We shall consider the exceptions to the refusal of the presiding judge to receive a duly certified copy of the record of the Probate Court of the appointment of the conservator “as conclusive evidence that the intestate was during all the time involved in the suit incapable of making a contract of the kind in suit and as a conclusive bar to the claims of the petitioner,” in connection with the respondent’s exceptions to the refusal of the judge to rule in accordance with the requests numbered 2, 3 and 8.
The request to rule that “the settlement of the conservator’s account. . . with the full knowledge and consent of the petitioner is a complete bar against the present claim” was properly refused, and is not argued in the respondent’s brief.
We have considered all the exceptions and find no reversible error.
Exceptions overruled.
The case was submitted on briefs.
The issues were tried before Brown, J. The first issue was as follows: “1. Has the petitioner a valid claim against the estate of Aaron Butler for fifteen hundred and sixty dollars ($1,560.00) as specified in his petition?” The second issue was as follows: “2. If the first issue is answered in the negative, has the petitioner a valid claim against said estate in any amount? If so, in what amount?” The jury answered the first question in the affirmative, rendering the second immaterial. The respondent alleged exceptions, raising the questions that are described in the opinion.
That statute has been amended and supplemented by the following statutes: Sts. 1903, c. 96; 1905, c. 127; 1907, c. 169, § 3; 1908, cc. 116, 505; 1909, c. 256; 1910, c. 95; 1911, c. 206; 1915, c. 23; c. 151, § 6.
These requests were as follows:
“2. It appearing that Aaron Butler, the father of both parties in this case, was under conservatorship during all the time within which the petitioner rendered the alleged services and was to the expense for which he seeks to recover in this proceeding, in order to recover a verdict, the petitioner must prove that the conservator refused to properly support said Aaron Butler and devote the proceeds of his property to his support and that after such refusal, the petitioner rendered the services and incurred the expense for which he seeks to recover.
“3. In order to recover in this case, the burden is upon the petitioner of proving: First, that the conservator of Aaron Butler refused properly to support him. Second: That the said Aaron Butler was actually in need of the services rendered and the disbursements made by the petitioner.
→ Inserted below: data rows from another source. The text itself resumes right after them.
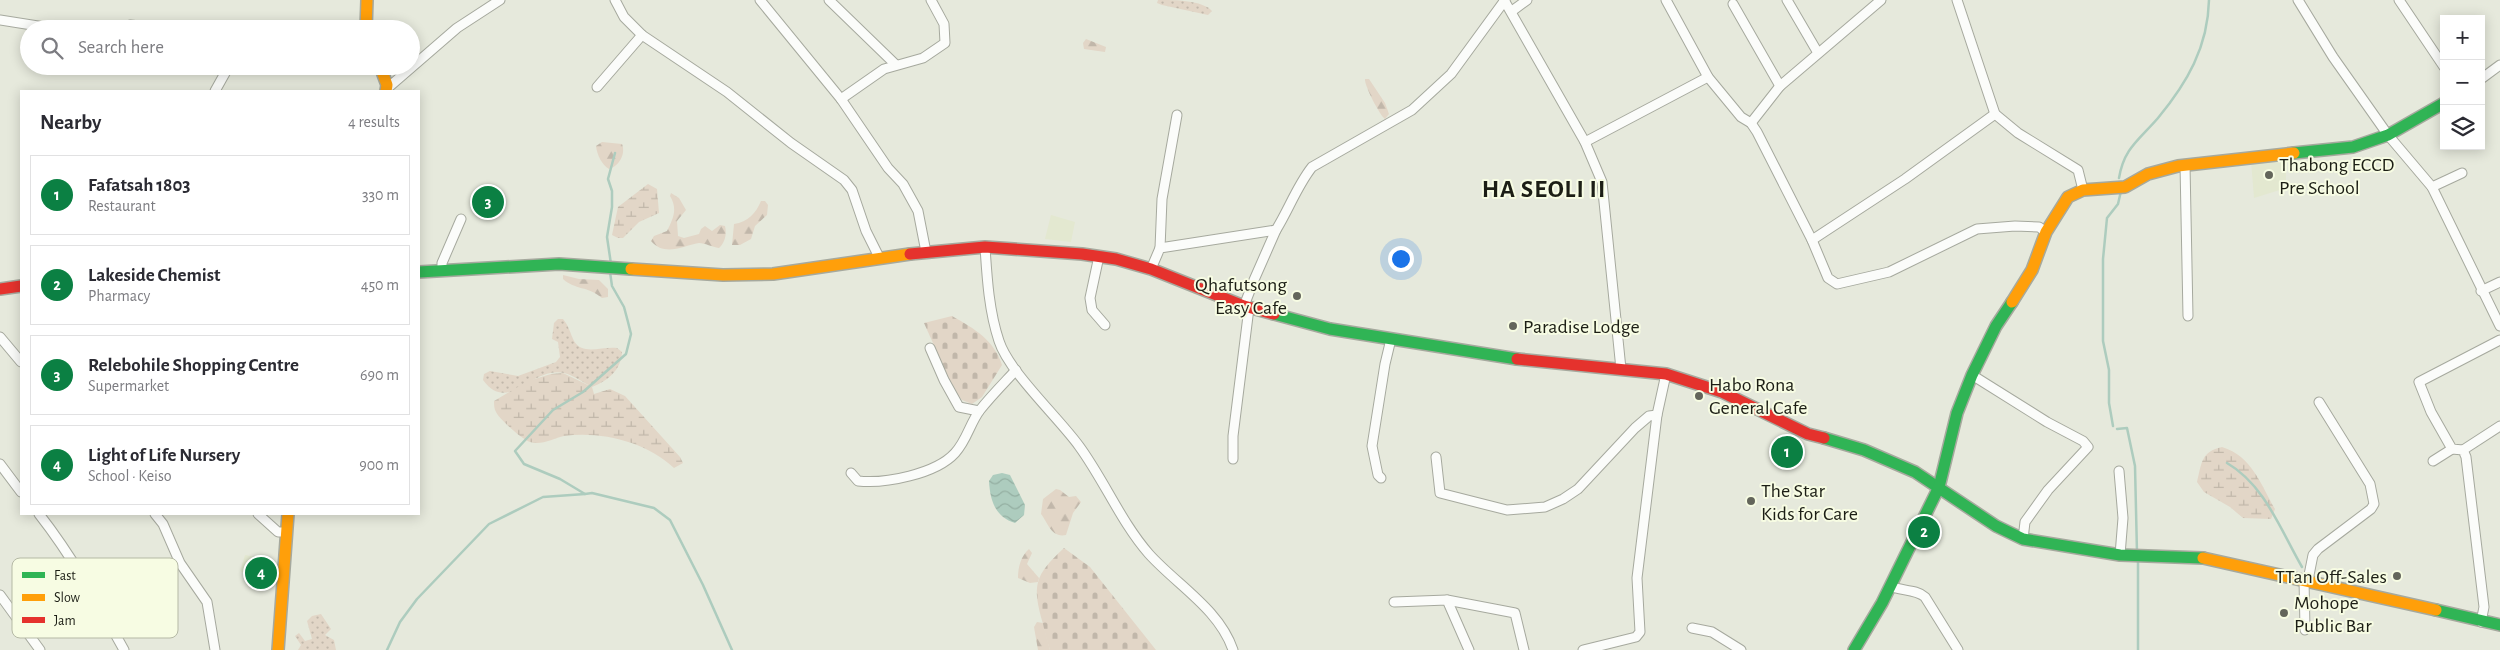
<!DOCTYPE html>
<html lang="en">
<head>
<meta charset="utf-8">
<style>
  body { margin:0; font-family:"Alegreya Sans",sans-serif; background:#f2f2f3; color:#2b2b33 }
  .controls { position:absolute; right:15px; top:15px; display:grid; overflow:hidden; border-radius:0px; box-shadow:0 2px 12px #0003 }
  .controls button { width:45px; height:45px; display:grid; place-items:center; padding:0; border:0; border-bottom:1px solid #e1e1e2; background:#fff; color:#2b2b33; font:25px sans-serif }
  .you { position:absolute; left:1400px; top:258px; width:18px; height:18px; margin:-12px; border:4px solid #fff; border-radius:50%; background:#1a73e8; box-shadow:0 0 0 8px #1a73e833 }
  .badge { display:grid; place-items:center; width:32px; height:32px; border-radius:50%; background:#0b8043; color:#fff; font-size:16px; font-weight:700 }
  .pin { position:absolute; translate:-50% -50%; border:2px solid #fff; box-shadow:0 1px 5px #0006 }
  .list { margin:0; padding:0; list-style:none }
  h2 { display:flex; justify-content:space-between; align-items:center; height:65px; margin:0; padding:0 20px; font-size:21px }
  h2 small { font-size:16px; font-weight:400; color:#7c7c81 }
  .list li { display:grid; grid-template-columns:32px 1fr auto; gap:15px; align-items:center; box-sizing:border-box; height:80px; margin:0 10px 10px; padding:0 10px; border:1px solid #e1e1e2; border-radius:0px }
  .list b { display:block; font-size:19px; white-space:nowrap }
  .list p { margin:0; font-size:16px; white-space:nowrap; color:#7c7c81 }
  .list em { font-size:16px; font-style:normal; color:#7c7c81 }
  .icon { flex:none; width:28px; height:28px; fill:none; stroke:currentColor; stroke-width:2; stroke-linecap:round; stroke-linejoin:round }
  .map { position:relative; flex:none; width:2500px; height:650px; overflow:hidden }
  .search { position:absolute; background:#fff; box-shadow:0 2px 12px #0003; left:20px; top:20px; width:400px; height:55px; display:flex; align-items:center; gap:12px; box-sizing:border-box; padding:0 18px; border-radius:28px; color:#7c7c81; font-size:19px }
  .panel { position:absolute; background:#fff; box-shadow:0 2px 12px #0003; left:20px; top:90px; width:400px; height:425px; border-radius:0px }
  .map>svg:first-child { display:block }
  .built { fill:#e3e8d0 }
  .grass { fill:url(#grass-dots) }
  .forest { fill:url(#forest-firs) }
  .wetland { fill:url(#wetland-marsh) }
  .cemetery { fill:url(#cemetery-stones) }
  .water { fill:url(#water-waves) }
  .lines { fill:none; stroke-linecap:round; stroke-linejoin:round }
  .stream { stroke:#adccbe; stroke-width:2.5 }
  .street-casing { stroke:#a6a99e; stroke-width:11 }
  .fast-casing { stroke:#a6a99e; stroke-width:14 }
  .slow-casing { stroke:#a6a99e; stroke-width:14 }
  .jam-casing { stroke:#a6a99e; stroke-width:14 }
  .street { stroke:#fbfcfa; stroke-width:9 }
  .fast { stroke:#30b455; stroke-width:11 }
  .slow { stroke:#ff9f0a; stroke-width:11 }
  .jam { stroke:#e5322d; stroke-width:11 }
  .poi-dot { fill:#63655b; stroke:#f7fce3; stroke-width:2 }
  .labels { text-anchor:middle; stroke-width:4; stroke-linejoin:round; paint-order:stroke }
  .poi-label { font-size:20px; fill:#1c1e15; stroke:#f7fce3; text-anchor:start }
  .district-label { font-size:25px; font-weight:bold; letter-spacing:1px; fill:#1c1e15; stroke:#f7fce3 }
  .key { fill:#f7fce3; stroke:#b5b9a5; stroke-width:1 }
  .key-label { font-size:14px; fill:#1c1e15 }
</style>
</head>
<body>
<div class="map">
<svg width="2500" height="650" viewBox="0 0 2500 650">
  <defs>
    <pattern id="grass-dots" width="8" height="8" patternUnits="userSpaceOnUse" patternTransform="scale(1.25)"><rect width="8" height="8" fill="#e2d6c7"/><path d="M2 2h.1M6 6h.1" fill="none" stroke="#c1b7aa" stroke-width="1.8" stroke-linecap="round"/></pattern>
    <pattern id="forest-firs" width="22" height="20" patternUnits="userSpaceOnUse" patternTransform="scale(1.25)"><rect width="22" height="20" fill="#e2d6c7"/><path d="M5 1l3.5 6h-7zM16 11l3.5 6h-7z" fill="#c1b7aa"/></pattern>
    <pattern id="wetland-marsh" width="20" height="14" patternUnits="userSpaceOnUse" patternTransform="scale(1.25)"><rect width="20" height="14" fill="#e2d6c7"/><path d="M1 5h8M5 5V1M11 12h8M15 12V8" fill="none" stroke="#c1b7aa"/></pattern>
    <pattern id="cemetery-stones" width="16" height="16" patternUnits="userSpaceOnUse" patternTransform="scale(1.25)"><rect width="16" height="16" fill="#e2d6c7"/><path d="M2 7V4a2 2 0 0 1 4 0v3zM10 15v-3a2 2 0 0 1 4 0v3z" fill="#c1b7aa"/></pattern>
    <pattern id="water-waves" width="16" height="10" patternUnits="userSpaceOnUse" patternTransform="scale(1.25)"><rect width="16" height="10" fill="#adccbe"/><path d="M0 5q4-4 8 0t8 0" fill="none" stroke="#94afa2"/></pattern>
  </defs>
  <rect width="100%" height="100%" fill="#e6e9dc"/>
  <g class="built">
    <path d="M2286,159V188L2254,198L2251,161Z"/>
    <path d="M1051,215L1075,222L1071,242L1045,239Z"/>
    <path d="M245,555L277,561L275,587L240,571Z"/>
  </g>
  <g class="grass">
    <path d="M1158,0C1175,0 1202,0 1212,11L1208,15L1162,5L1157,3Z"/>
    <path d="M558,319H563C569,326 570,333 574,341C583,356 602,346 617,348L622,352C621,370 608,381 592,387C584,383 573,375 564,373C531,366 509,415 483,380L484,374L490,371L518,376L556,362L560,357L558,342L552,339L554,323Z"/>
    <path d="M321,614L331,629L325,635L334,640L336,650H298L301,645L295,636L299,633L305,641L312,639L307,621L312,616Z"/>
  </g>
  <g class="forest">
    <path d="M1086,39L1106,47L1105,52L1084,49L1083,43Z"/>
    <path d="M1365,79H1369L1385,103L1389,114L1385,119C1380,116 1364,85 1365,79Z"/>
    <path d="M602,142L622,144C626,154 619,166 609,169C602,165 597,155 596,146Z"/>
    <path d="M671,193L679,198L686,210L677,221L678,236L684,238L699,234L701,229L705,226L712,231L720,225L725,226C727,234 725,243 719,248C712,247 705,243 699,243C682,246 665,257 651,241L654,236L667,231C673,219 678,209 670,196Z"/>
    <path d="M761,201H765L768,205L767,215L755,226L751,239L740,245H732L734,224C748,222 756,213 761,201Z"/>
    <path d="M563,275L579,279L599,280L608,289V297L602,298C588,286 575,290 563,279Z"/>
    <path d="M1056,489L1060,490L1069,497L1076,496L1081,502L1073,513L1066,535C1051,538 1048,523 1041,514L1043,499Z"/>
    <path d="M1029,549L1032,553L1027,564L1039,578L1038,582L1030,583L1018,578C1018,567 1021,556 1029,549Z"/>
    <path d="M1037,622L1043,623L1050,650H1038L1034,627Z"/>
  </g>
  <g class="wetland">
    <path d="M648,184L657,189L659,213L639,222L623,238H618L612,235L618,207Z"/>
    <path d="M563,373L592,387L594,394L610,389L625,396L680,457L683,463L674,468C646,442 602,431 564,436C554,438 541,446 530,442C523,440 499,419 496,412C494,409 494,404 494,401L528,381L551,374Z"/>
    <path d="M2222,447C2252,456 2261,485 2275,509L2271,519L2243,518L2230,507L2204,492L2197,482C2202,462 2201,452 2222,447Z"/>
  </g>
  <g class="cemetery">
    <path d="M952,316C975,329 994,340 1002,365L982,397L972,404L962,400L954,390L924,323Z"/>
    <path d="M1064,548L1090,567L1156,650H1050C1047,641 1045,633 1043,624C1032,585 1034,576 1064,548Z"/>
  </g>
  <path class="water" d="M1002,473L1010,475L1025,505L1024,515L1015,523C995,517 990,500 989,481L993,475Z"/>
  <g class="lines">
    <g class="stream">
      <path d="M2119,178C2124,148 2139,140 2158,118C2187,83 2208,47 2209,0"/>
      <path d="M611,264L607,237L612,207V191L608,179L615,153"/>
      <path d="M610,272L612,286L624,307L628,322L631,334L626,354L583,392L553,410L515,451L524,464L560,479L585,494L592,493L654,508L670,520L703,585L732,650"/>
      <path d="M2113,426L2109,403V370L2103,341V259L2107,218L2118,204L2121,191"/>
      <path d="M2117,429L2127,428L2135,466L2137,553"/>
      <path d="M2227,463C2265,485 2281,531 2302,567"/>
      <path d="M2138,561V650"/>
      <path d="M387,650L400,622L417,599L489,524L543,497L585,494"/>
    </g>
    <defs>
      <g id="street">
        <path d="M615,0L624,17L642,35L727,92L791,143L844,180L852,190L866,231L879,257"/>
        <path d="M760,0L841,99L888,168L903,184L918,211L926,252"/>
        <path d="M829,0L895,64"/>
        <path d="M1504,0L1585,142L1602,182L1621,369"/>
        <path d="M1666,0L1708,77L1741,117L1751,123L1757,132L1812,240L1828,278L1837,284L1889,272L1977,229L2015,226L2039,227L2046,232"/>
        <path d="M1787,0L1818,53"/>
        <path d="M1957,0L1995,114L2018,133L2078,170L2083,190"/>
        <path d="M2298,0L2333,57L2388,135L2432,187L2500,326"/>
        <path d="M2399,0L2444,67"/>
        <path d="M1733,4L1780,86"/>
        <path d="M1512,11L1527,0"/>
        <path d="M0,20L57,29L117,28L130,25L173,29"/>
        <path d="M2481,79L2500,65"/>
        <path d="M387,85L390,86L457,28L500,0"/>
        <path d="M597,87L642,35"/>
        <path d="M215,91L229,66"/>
        <path d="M841,99L884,69L923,58L945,43L944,24L931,0"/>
        <path d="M1751,123L1780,86L1881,0"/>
        <path d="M1585,142L1708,77"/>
        <path d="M2185,165L2188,316"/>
        <path d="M2432,187L2462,173"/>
        <path d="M1812,240L1905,179L1995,114"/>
        <path d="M985,247C987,278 989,311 999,341C1009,372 1058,417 1079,446C1104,480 1121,522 1149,554C1177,585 1219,609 1233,650"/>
        <path d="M1160,248L1162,199L1177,115"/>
        <path d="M1099,256L1090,298L1092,310L1105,325"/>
        <path d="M1151,269L1160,248L1276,230C1289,209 1297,186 1312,167L1412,110L1451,74L1505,0"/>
        <path d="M442,271V263L461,219"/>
        <path d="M2481,291L2500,282"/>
        <path d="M1244,306L1254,280L1276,230"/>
        <path d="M0,337L21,362"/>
        <path d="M930,348L944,380L959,407L979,411"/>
        <path d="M1972,375L2047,422L2083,441L2088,447L2048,490L2025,522L2023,539"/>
        <path d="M2463,450L2500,426"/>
        <path d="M1436,457L1440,493L1507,510L1545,507L1563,499L1578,489L1635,428L1649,416L1657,415"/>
        <path d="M1233,459V436L1249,308"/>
        <path d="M2433,461L2452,449"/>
        <path d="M0,464L21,492"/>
        <path d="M2119,471L2123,518L2120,555"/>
        <path d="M851,473L858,481C885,484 936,474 955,453C967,440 970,423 980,410C991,396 1004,383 1016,370"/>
        <path d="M1381,478L1378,475L1372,446L1385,364L1391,339"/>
        <path d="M39,514C72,556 98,603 124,650"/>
        <path d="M155,514L163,524L180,563L207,602L215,650"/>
        <path d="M258,514L278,532H287"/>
        <path d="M2304,579L2305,630"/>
        <path d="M2308,580L2313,555L2318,549L2371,509L2374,504L2370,484L2319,402"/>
        <path d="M1890,586C1900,591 1916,589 1925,597L1958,650"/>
        <path d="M0,595L40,650"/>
        <path d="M1447,600L1515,613L1524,650"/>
        <path d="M1394,602L1447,600L1469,650"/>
        <path d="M2481,622L2484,607L2466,457L2463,450L2452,449L2431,412L2419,382L2500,340"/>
        <path d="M1692,628L1712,632L1741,650"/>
        <path d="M1583,650L1636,637L1640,632L1637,578L1657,415L1666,374"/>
      </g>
      <g id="fast">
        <path d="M2294,153L2353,147L2388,135L2444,103"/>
        <path d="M419,272L559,264L631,269"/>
        <path d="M1274,314L1330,329L1517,359"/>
        <path d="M1824,438L1864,450L1915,472L1996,526L2023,539L2120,555L2203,558"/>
        <path d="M2436,610L2500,625"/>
        <path d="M1854,650L1882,603L1939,487L1957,413L1972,375L1996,326L2012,302"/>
      </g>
      <g id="slow">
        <path d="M366,29L367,0"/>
        <path d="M380,66L387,85L386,91"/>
        <path d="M631,269L723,275L773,274L910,254"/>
        <path d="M2012,302L2032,270L2046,232L2068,197L2083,190L2125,187L2148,174L2178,166L2294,153"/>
        <path d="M2203,558L2436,610"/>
        <path d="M278,650L288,514"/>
      </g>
      <g id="jam">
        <path d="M910,254L985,247L1082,254L1116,259L1151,269L1244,306L1274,314"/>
        <path d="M0,289L21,286"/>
        <path d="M1517,359L1666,374L1722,392L1808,434L1824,438"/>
      </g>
    </defs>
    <use href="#street" class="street-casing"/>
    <use href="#fast" class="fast-casing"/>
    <use href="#slow" class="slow-casing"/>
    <use href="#jam" class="jam-casing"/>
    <use href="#street" class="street"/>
    <use href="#fast" class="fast"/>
    <use href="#slow" class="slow"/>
    <use href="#jam" class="jam"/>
  </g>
  <g class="poi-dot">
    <circle cx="2269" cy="175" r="5"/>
    <circle cx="1297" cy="296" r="5"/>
    <circle cx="1513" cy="326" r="5"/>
    <circle cx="1699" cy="396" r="5"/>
    <circle cx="1751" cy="501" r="5"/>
    <circle cx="2397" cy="576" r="5"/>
    <circle cx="2284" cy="613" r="5"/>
  </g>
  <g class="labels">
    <g class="poi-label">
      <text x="2279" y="171">Thabong ECCD<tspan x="2279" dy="23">Pre School</tspan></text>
      <text x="1287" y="291" text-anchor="end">Qhafutsong<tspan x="1287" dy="23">Easy Cafe</tspan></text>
      <text x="1523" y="333">Paradise Lodge</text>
      <text x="1709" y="391">Habo Rona<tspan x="1709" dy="23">General Cafe</tspan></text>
      <text x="1761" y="497">The Star<tspan x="1761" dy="23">Kids for Care</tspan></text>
      <text x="2387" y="583" text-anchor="end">TTan Off-Sales</text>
      <text x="2294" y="609">Mohope<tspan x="2294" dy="23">Public Bar</tspan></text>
    </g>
    <g class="district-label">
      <text x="1544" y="197">HA SEOLI II</text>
    </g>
  </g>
  <rect x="12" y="558" width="166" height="80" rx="8" class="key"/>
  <rect x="22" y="572" width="23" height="6" fill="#30b455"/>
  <rect x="22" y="594" width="23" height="7" fill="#ff9f0a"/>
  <rect x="22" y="617" width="23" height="6" fill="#e5322d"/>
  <g class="key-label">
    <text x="54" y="580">Fast</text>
    <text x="54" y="602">Slow</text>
    <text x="54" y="625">Jam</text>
  </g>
</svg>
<div class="controls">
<button>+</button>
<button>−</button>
<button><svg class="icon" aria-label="layers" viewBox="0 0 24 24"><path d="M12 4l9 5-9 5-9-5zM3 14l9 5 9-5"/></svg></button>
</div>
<div class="you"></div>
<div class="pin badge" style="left:1787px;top:452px">1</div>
<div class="pin badge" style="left:1924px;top:532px">2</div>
<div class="pin badge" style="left:488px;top:202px">3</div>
<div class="pin badge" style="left:261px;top:573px">4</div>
<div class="search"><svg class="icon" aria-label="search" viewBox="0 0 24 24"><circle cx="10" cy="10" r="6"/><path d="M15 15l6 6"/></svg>Search here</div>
<section class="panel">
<h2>Nearby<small>4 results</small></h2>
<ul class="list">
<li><span class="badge">1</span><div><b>Fafatsah 1803</b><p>Restaurant</p></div><em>330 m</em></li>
<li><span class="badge">2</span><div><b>Lakeside Chemist</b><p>Pharmacy</p></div><em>450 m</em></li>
<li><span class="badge">3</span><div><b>Relebohile Shopping Centre</b><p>Supermarket</p></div><em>690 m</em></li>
<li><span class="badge">4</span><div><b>Light of Life Nursery</b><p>School · Keiso</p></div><em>900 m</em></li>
</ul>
</section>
</div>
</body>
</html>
Third: That after such refusal, the petitioner rendered the services for which he sues and that he has demanded payment from the conservator and such payment has been refused.”
“8. It appearing from the undisputed evidence that Aaron Butler was under a conservatorship during all the time involved in this controversy, he is conclusively presumed to be incapable of making a contract.”
The intestate died in 1914, so that the services were rendered before the passage of this statute.